---------- PROVIDED MATERIAL

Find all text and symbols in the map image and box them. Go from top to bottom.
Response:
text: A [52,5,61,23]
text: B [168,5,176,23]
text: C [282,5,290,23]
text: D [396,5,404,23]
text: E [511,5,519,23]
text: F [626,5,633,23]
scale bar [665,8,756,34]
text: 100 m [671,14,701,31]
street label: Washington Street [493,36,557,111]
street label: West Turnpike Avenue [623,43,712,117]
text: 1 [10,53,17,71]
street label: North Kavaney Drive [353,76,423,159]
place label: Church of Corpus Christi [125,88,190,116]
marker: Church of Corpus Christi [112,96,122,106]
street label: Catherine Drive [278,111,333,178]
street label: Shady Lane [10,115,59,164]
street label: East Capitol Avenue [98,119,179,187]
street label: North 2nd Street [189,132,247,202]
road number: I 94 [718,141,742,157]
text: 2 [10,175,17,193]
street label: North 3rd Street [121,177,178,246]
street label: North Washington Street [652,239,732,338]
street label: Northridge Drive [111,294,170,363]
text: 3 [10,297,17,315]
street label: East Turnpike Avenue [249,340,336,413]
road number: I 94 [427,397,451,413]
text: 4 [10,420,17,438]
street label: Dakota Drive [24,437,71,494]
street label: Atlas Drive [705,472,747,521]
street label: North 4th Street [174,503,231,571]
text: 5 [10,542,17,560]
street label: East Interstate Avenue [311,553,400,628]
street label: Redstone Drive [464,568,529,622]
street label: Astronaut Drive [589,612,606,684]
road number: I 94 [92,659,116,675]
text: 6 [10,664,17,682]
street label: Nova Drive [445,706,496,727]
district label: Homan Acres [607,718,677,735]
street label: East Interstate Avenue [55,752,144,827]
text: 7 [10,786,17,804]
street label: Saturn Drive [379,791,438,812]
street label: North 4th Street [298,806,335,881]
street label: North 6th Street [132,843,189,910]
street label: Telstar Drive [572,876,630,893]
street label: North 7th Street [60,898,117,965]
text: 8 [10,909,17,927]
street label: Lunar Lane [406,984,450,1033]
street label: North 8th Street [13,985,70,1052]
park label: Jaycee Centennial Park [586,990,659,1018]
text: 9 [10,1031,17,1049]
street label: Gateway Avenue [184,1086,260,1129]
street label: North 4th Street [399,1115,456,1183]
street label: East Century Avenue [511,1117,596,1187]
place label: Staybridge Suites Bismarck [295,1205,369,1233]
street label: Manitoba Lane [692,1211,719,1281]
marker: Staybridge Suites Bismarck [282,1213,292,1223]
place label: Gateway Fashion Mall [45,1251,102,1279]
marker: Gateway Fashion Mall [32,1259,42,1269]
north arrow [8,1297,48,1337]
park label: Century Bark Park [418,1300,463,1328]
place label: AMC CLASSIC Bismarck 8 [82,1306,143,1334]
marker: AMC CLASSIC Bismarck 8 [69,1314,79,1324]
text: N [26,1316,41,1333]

--------------------

**WORK TO COMPLETE:** Please report every line among the entries that includes "Gateway".

**TASK RESPONSE:**
street label: Gateway Avenue [184,1086,260,1129]
place label: Gateway Fashion Mall [45,1251,102,1279]
marker: Gateway Fashion Mall [32,1259,42,1269]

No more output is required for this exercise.